The more I thought about this question the more I realized that it cannot really be answered in the way the poster probably thought it would be,
Protestantism. What exactly is it? It isn’t some monolith that stands in much the same way that the Catholic Church does. No, it consists of thousands of communities all believing basically what they want to and worshiping in whatever manner they see fit. Even amongst the groups that are affiliated with each other there are wide philosophical and theological issues which divide them.

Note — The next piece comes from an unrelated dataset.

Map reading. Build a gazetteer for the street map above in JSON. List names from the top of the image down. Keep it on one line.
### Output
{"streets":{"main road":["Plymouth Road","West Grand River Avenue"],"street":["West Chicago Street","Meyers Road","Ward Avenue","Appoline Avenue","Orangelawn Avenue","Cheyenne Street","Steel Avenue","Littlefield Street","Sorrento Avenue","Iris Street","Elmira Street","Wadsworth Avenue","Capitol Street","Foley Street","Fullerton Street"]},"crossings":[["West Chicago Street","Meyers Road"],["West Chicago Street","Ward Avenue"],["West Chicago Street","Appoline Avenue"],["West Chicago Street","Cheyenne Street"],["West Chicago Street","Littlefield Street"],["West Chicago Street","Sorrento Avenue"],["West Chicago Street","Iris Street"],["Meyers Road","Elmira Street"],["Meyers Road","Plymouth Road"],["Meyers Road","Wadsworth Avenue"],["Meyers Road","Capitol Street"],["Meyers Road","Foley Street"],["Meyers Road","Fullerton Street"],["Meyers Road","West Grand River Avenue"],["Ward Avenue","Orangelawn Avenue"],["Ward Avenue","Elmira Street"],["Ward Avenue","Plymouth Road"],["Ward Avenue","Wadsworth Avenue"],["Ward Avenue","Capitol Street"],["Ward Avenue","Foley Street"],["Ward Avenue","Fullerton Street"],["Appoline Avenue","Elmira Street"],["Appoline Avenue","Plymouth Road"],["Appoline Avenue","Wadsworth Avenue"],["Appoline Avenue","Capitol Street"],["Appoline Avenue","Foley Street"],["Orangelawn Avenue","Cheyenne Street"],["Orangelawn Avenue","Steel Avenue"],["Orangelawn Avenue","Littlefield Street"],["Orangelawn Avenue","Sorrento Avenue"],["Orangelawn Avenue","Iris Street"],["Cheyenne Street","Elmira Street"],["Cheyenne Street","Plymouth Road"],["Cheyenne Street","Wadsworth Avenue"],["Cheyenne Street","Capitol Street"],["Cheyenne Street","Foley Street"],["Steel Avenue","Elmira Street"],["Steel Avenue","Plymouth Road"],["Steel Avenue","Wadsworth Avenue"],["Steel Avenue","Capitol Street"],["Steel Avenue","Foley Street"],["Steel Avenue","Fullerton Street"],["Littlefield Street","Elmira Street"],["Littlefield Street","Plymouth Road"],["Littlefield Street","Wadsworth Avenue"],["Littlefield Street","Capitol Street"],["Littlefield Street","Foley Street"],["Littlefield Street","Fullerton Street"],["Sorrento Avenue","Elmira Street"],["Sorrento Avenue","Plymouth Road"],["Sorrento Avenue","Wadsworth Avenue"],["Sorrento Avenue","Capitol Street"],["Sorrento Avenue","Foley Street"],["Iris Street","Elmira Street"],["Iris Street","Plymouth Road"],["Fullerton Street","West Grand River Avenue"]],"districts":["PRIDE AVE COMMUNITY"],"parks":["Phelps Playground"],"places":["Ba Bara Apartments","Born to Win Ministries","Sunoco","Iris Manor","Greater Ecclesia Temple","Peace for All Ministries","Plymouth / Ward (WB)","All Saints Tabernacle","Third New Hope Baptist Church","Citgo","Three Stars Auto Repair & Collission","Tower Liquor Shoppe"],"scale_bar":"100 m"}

I wouldn’t say that Protestantism itself has affected the Catholic Church as much as theological liberalism has. Theological liberalism arose in the mid to late 1800’s and by the mid 1930’s pretty much dominated the Protestant clergy and seminaries. What theological liberalism basically said that yes there was a God, yes there is historical truth of the man Jesus, love is important, the death of Christ was not salvific in nature it was mere martyrdom, sin is societal in nature and salvation comes from the uplifting of society in order to create the kingdom of God on earth. It rejected such arcane ideas as the Virgin Birth, the Holy Trinity, the inerrancy of the Bible, the bodily resurection of Christ anything supernatural at all contained in scripture as well as anything else in the Bible that could not be rationally explained. It was primarily a Germanic way of looking at things and it was ugly. In fact, it grew to be so big that many feel it comprised an entire new branch of Christianity. Don’t think for a second that these beliefs have died out either.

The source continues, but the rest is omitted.